Use Group Partitioning
If you choose the Multiple Rows per Entity (Figure 5) solution, then make sure you set up Group Partitioning by entity ID. This ensures that information about a given entity is not fragmented across multiple partitions during training. In Figure 17 (a) if stratified sampling or other methods were used to divide this data, rows 1–3 could be used for training and row 4 for validation. This would result in Target Leakage.
DataRobot allows you to specify a variable used to assign rows to partitions during training (See Figure 17 (b)). You do this before you press Start (to run Autopilot) by going into Advanced Options and clicking on the Group button under the Partitioning tab. In the illustration in Figure 17 (a), you would specify “Name” as the Group ID feature when setting a group partition inside DataRobot. With this feature, all data for staff person B will end up in the same partition rather than becoming segmented into two different partitions as illustrated in Figure 17 (a).

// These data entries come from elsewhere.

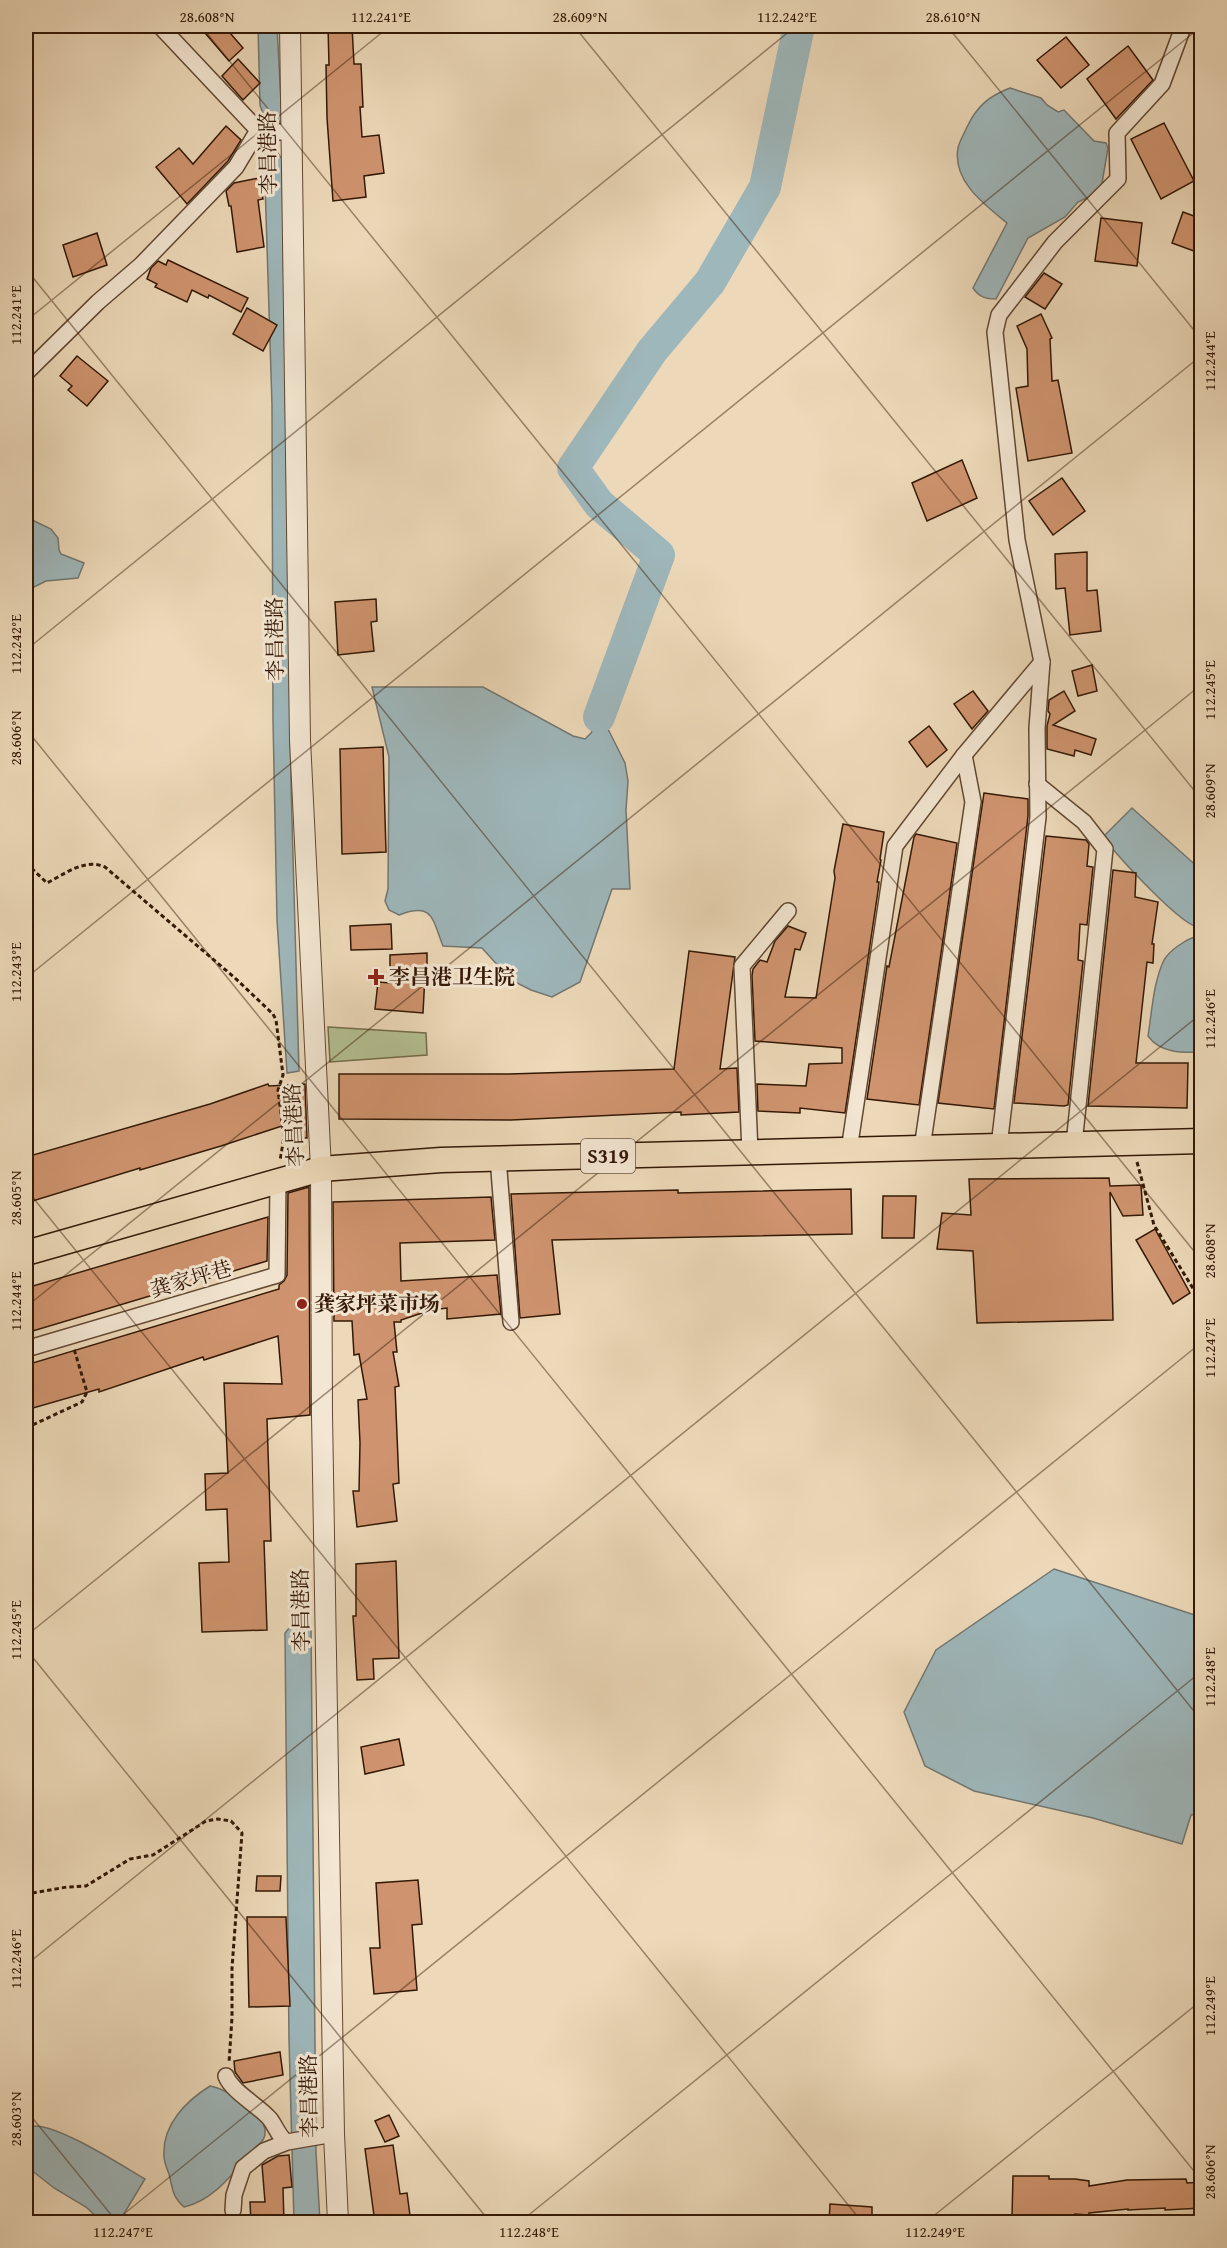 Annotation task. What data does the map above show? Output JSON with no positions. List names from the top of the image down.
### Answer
{
  "streets": {
    "main road": ["S319"],
    "street": ["李昌港路", "龚家坪巷"]
  },
  "crossings": [
    ["李昌港路", "S319"],
    ["S319", "龚家坪巷"]
  ],
  "places": {
    "health": ["李昌港卫生院"],
    "other": ["龚家坪菜市场"]
  },
  "coordinates": [
    "28.608°N",
    "112.241°E",
    "28.609°N",
    "112.242°E",
    "28.610°N",
    "112.244°E",
    "112.245°E",
    "28.606°N",
    "112.243°E",
    "112.246°E",
    "28.605°N",
    "112.247°E",
    "112.248°E",
    "112.249°E",
    "28.603°N"
  ]
} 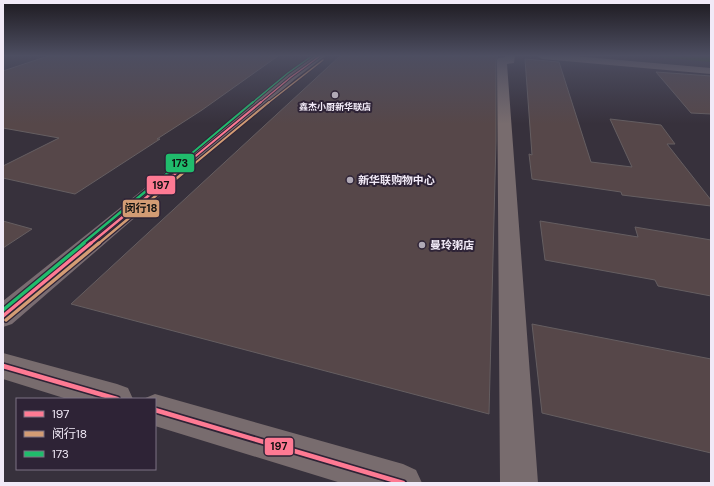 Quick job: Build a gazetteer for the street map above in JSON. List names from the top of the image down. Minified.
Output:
{"places":["鑫杰小厨新华联店","新华联购物中心","曼玲粥店"],"lines":["transit line 197","transit line 闵行18","transit line 173"],"legend":["197","闵行18","173"]} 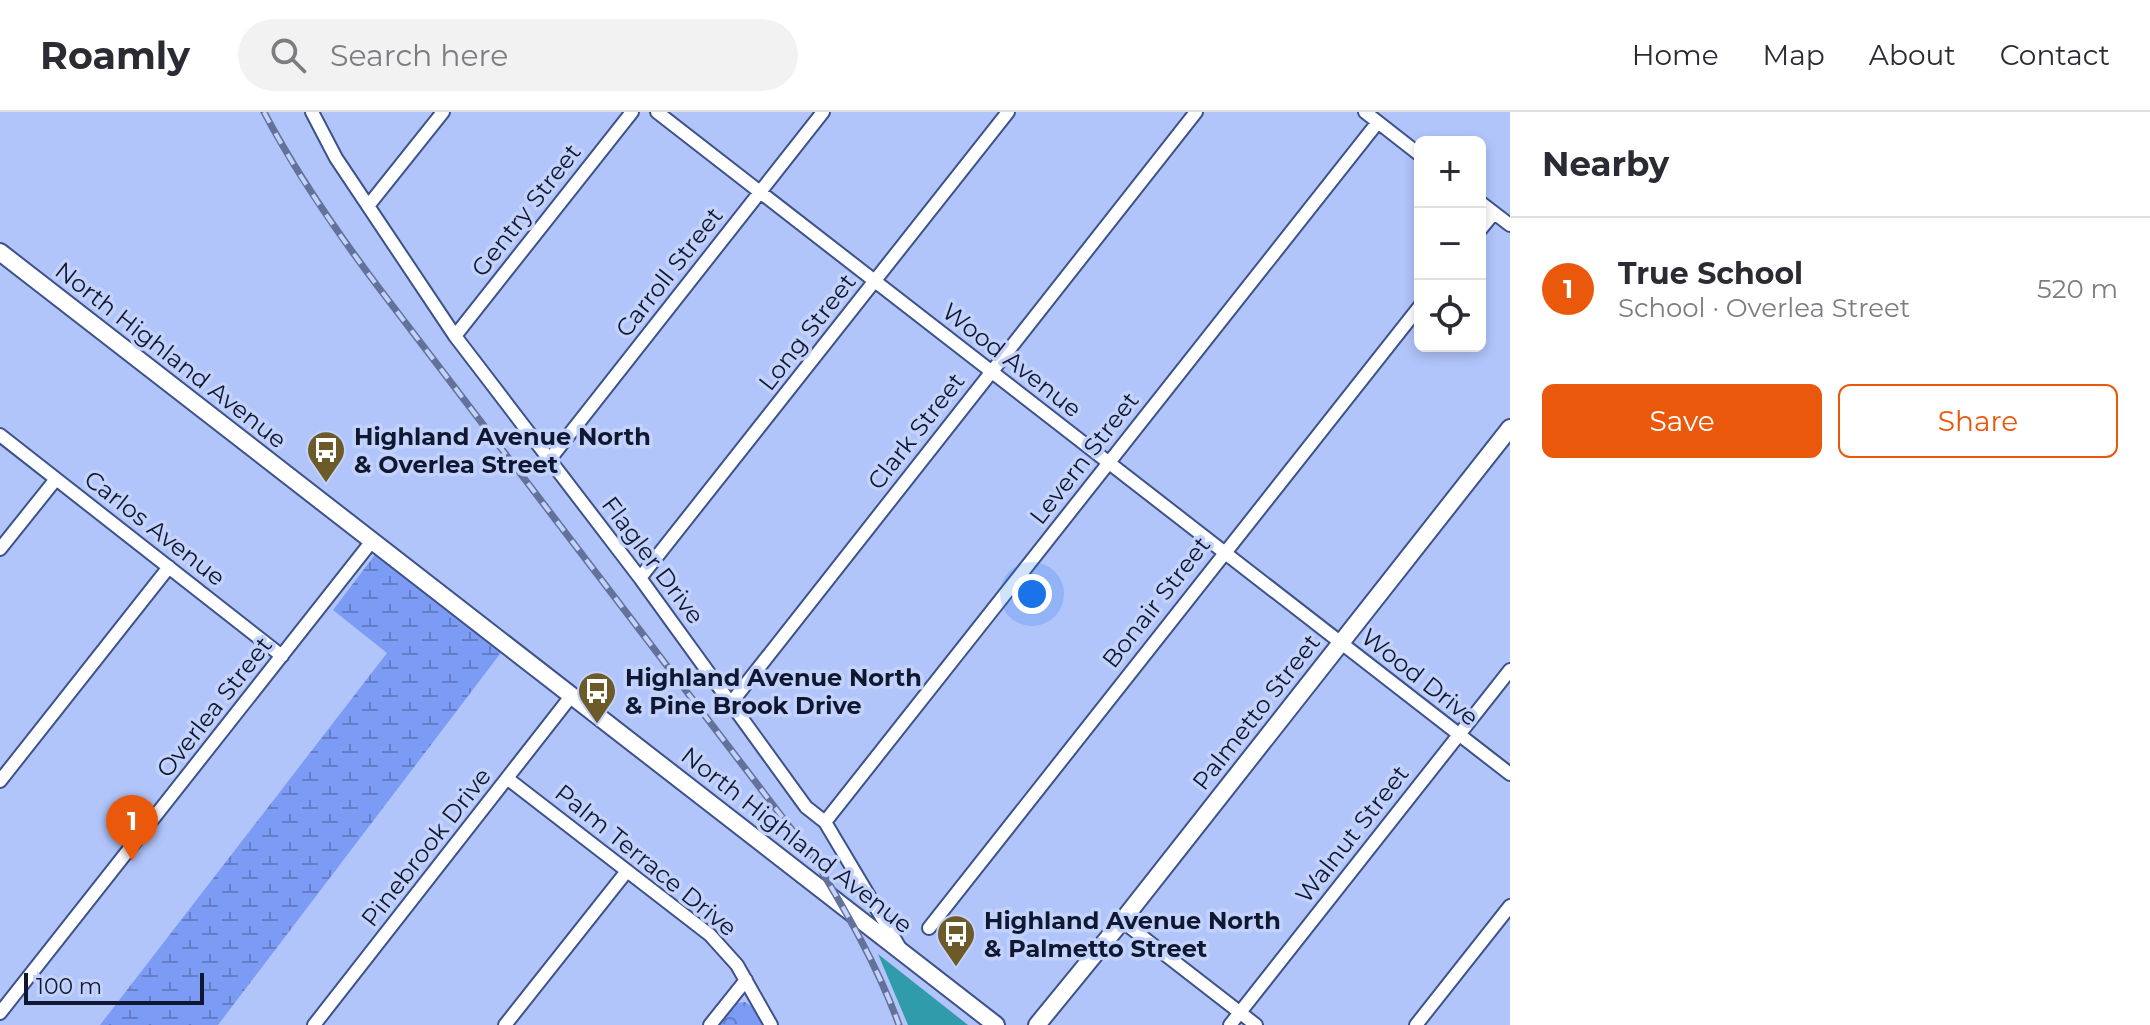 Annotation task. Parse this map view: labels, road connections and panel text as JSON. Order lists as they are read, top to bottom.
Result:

In summary, churn can be a costly problem. Modeling churn can be very time consuming. DataRobot provides a way to use AI to model churn speedily and efficiently. In this playbook we have outlined a number of questions to think about before and during the process of using AI to model churn. We have also described two solutions that could be used to implement an AI churn model and outlined a number of tips for better churn modeling in DataRobot. The key take-away from all this is to make sure you keep all key stakeholders in the loop during the whole churn modeling process, make sure your model makes sense before you deploy it, and reach out to your DataRobot account team for help if needed.